SHERIDAN, WYOMING – May7, 2025 – Drägerwerk AG & Co. KGaA has shown significant growth in its order intake during the first quarter of 2025, marking a strong start to the year despite a seasonally weaker operating result. With order intake reaching approximately EUR 861 million, the company exceeded its prior-year figures by EUR 50 million. Net sales closely mirrored last year's numbers, while operating results remained narrowly positive, reflecting both challenges and opportunities across global markets.
Strong Growth in Order Intake
In the first quarter of 2025, Dräger achieved a 6.1% increase in order intake, after accounting for currency effects, totaling EUR 860.8 million. This performance surpassed the prior year’s first-quarter figure of EUR 810.8 million, underscoring the company's strong position in the marketplace. Stefan Dräger, Chairman of the Executive Board of Drägerwerk Verwaltungs AG, remarked, “Measured by order volume, the first quarter of 2025 has been the best first quarter for us since the record year of 2020. This shows that our ‘Technology for Life’ is still very much in demand.”
Regional Growth Drives Performance
The increase in demand was particularly pronounced in the Europe, Middle East, and Africa (EMEA) region, which was the largest contributor to the growth in order intake. Additionally, the Americas and Asia-Pacific (APAC) regions also demonstrated solid performance, indicating a global recovery and sustained demand for Dräger's products.
- Order Intake by Region:
- EMEA: Significant growth
- Americas: Positive demand
- APAC: Steady growth
This regional expansion supports Dräger's global footprint and strengthens its competitive advantage across diverse markets.
Medical and Safety Divisions Drive Growth
The growth in order intake was driven by both of Dräger’s primary business divisions: Medical and Safety. The Medical division saw a 4.2% increase in order intake, rising to EUR 473.7 million compared to EUR 453.7 million in Q1 2024. This was largely due to heightened demand across most product categories, reflecting ongoing global healthcare needs.
Meanwhile, the Safety division experienced even stronger performance, with an 8.4% increase in order intake, amounting to EUR 387.1 million, up from EUR 357.2 million in the same quarter last year. A key driver of this growth was the Engineered Solutions area, which saw its order volume double, fueled by high demand for gas detection devices, respiratory and personal protection products, and alcohol detection devices.

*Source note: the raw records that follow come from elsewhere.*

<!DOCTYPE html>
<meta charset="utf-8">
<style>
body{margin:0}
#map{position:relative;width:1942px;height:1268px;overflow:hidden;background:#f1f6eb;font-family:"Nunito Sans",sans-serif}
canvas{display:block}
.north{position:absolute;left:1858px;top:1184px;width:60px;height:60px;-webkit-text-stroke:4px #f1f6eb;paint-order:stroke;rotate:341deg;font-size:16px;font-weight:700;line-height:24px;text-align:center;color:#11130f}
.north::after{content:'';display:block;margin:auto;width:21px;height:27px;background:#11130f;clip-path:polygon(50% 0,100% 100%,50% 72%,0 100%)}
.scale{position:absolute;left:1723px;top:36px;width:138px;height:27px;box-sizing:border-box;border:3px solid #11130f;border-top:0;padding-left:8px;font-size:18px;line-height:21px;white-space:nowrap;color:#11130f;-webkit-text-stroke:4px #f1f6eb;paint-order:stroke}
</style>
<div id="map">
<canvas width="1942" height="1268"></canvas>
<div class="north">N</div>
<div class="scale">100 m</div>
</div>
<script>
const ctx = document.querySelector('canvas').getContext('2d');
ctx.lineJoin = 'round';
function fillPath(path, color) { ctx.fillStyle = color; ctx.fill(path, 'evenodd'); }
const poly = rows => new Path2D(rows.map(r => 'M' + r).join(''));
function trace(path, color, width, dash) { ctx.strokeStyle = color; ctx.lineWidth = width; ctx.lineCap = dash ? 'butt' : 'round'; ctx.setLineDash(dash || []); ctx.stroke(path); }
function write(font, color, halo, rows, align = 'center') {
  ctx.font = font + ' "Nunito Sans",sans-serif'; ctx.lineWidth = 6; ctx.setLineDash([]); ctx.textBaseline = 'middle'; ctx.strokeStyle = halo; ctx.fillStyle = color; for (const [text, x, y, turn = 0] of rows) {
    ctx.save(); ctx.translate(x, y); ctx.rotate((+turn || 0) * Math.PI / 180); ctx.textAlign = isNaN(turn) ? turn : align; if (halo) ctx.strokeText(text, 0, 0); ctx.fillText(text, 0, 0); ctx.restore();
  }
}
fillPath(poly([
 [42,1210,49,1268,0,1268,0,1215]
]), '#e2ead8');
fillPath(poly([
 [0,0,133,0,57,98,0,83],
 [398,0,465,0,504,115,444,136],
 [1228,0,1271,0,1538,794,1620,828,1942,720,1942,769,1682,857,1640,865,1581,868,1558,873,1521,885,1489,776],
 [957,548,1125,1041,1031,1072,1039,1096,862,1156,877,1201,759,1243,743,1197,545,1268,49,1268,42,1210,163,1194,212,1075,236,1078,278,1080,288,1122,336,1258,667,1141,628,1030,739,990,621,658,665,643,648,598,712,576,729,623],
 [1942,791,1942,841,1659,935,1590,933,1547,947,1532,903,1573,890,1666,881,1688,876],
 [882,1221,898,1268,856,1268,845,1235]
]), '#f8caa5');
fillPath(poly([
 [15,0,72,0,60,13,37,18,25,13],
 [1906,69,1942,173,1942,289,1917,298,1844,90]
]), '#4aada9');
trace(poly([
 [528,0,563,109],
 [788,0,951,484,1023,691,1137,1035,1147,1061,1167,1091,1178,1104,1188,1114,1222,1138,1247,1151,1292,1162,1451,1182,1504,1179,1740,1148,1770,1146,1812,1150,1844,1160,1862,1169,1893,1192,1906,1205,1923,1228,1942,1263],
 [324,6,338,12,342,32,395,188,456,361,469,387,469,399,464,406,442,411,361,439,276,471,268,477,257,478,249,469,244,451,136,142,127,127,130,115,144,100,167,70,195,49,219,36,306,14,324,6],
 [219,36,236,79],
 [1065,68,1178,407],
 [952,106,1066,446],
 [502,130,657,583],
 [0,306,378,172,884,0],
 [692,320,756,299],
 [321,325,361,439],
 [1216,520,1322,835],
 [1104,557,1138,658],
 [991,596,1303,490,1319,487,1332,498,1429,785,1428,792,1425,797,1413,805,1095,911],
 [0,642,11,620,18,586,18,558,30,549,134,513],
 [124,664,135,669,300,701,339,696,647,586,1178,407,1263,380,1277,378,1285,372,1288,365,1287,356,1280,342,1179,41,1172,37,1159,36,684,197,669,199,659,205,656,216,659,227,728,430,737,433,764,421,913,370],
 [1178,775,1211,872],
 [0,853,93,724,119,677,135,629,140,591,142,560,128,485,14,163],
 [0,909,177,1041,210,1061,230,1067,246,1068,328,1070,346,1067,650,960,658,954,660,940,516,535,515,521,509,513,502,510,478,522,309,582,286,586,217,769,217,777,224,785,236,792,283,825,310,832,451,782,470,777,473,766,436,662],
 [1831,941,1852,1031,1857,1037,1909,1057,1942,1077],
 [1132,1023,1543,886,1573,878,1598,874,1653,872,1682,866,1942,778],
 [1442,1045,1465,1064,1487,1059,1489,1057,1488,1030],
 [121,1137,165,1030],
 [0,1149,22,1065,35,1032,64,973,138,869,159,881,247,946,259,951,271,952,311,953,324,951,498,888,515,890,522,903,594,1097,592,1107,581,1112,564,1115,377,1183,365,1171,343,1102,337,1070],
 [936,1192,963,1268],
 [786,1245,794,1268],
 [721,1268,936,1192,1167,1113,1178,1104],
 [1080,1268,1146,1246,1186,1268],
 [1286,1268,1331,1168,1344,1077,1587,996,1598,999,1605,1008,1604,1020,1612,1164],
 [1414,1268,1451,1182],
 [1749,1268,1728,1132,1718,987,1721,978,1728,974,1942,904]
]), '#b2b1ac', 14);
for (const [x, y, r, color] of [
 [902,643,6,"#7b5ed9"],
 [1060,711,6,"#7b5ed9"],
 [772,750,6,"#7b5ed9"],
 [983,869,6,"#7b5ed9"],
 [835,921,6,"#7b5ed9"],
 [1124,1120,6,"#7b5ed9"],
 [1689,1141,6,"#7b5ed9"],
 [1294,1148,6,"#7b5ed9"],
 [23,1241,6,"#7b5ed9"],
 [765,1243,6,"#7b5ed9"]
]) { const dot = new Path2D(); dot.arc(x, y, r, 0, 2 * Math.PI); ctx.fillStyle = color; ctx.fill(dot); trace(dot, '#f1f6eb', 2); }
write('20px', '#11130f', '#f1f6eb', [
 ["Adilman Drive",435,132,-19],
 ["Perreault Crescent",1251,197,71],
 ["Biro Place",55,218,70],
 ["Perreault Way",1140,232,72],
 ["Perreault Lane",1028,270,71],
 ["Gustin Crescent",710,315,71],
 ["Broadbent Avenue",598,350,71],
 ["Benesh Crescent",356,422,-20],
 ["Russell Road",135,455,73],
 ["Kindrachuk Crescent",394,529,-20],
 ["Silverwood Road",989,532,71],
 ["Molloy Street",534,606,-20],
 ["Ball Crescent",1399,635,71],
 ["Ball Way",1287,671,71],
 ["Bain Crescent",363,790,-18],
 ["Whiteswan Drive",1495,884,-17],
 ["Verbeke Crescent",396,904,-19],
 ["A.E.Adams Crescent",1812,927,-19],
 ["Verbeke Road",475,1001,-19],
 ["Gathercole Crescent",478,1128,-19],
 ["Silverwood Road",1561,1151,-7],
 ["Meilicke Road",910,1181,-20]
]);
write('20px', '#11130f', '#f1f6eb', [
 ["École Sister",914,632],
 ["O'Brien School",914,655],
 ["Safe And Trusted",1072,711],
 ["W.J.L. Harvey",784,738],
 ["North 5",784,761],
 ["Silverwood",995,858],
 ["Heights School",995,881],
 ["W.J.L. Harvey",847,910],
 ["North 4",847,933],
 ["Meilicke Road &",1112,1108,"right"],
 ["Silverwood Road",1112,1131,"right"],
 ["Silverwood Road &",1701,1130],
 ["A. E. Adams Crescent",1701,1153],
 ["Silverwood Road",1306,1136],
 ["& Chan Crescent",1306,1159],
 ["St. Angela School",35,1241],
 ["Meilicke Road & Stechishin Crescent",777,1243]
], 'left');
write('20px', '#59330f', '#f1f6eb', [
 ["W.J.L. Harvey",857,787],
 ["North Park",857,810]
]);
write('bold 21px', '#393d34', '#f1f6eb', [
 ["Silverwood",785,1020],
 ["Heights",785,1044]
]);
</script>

- Key Drivers in the Safety Division:
- Engineered Solutions: Double order volume
- Gas Detection Devices: Increased demand
- Personal Protection Products: Strong performance
- Alcohol Detection Devices: Significant growth
Operating Results Reflect Seasonal Weakness
Despite the strong demand and growth in order intake, Dräger's operating results for the first quarter remained marginally positive, with EBIT at EUR 0.4 million. This compares to EUR 15.1 million in the same period last year. The EBIT margin was recorded at 0.1%, a significant decrease from the 2.0% EBIT margin reported in Q1 2024. This drop is attributed to the seasonally weaker first quarter and the challenges of managing production and logistics during this period.
Strategic Outlook for 2025
Dräger’s first-quarter performance highlights the resilience of its business model and the continued relevance of its technological solutions, especially in the healthcare and safety sectors. The strong order intake, particularly in the EMEA region, positions the company well for the remainder of 2025. Moving forward, Dräger remains focused on sustaining growth across its core markets and driving innovation in its product offerings.
With robust demand continuing in both divisions, Dräger’s emphasis on its “Technology for Life” remains a central strategy, positioning the company for long-term success in a rapidly evolving global marketplace.